Stored items:
=======
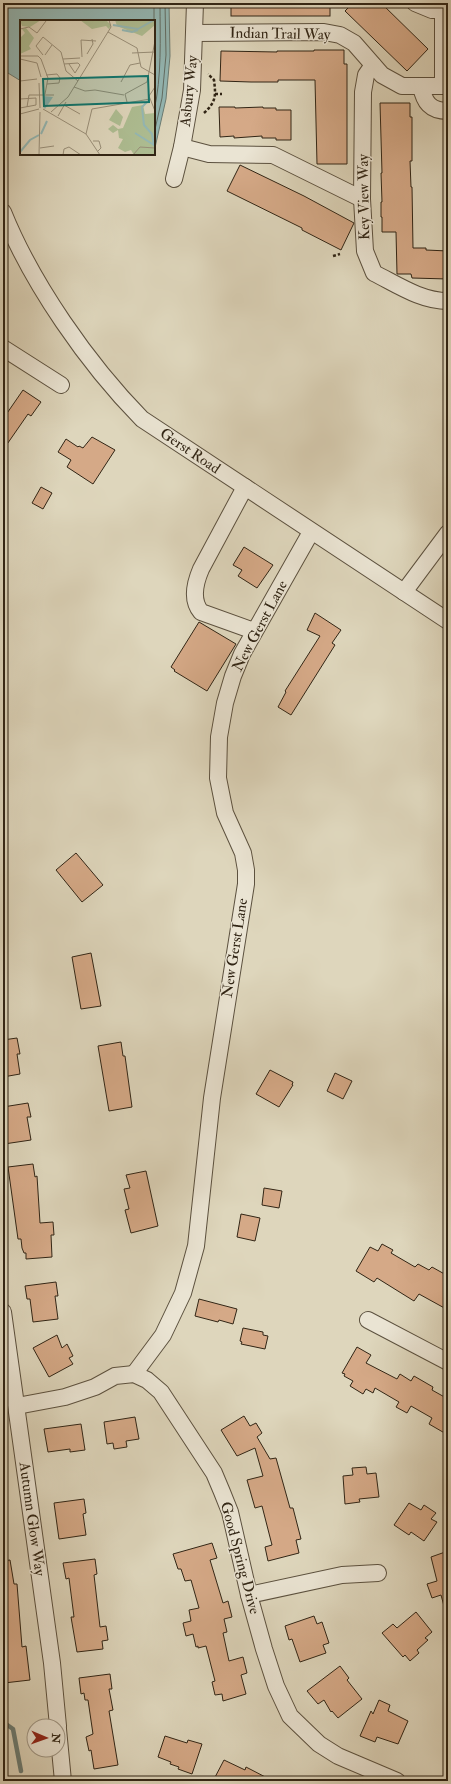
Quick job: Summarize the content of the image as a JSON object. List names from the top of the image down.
{
  "streets": {
    "street": [
      "Indian Trail Way",
      "Asbury Way",
      "Key View Way",
      "Gerst Road",
      "New Gerst Lane",
      "Autumn Glow Way",
      "Good Spring Drive"
    ]
  },
  "crossings": [
    ["Indian Trail Way", "Asbury Way"],
    ["Indian Trail Way", "Key View Way"],
    ["Gerst Road", "New Gerst Lane"],
    ["New Gerst Lane", "Good Spring Drive"]
  ],
  "north": "right"
}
=======
Task brief ▸ Without the pictures, restate each entry exactly.

Exercise answer ▸
Quick job: Summarize the content of the image as a JSON object. List names from the top of the image down.
{
  "streets": {
    "street": [
      "Indian Trail Way",
      "Asbury Way",
      "Key View Way",
      "Gerst Road",
      "New Gerst Lane",
      "Autumn Glow Way",
      "Good Spring Drive"
    ]
  },
  "crossings": [
    ["Indian Trail Way", "Asbury Way"],
    ["Indian Trail Way", "Key View Way"],
    ["Gerst Road", "New Gerst Lane"],
    ["New Gerst Lane", "Good Spring Drive"]
  ],
  "north": "right"
}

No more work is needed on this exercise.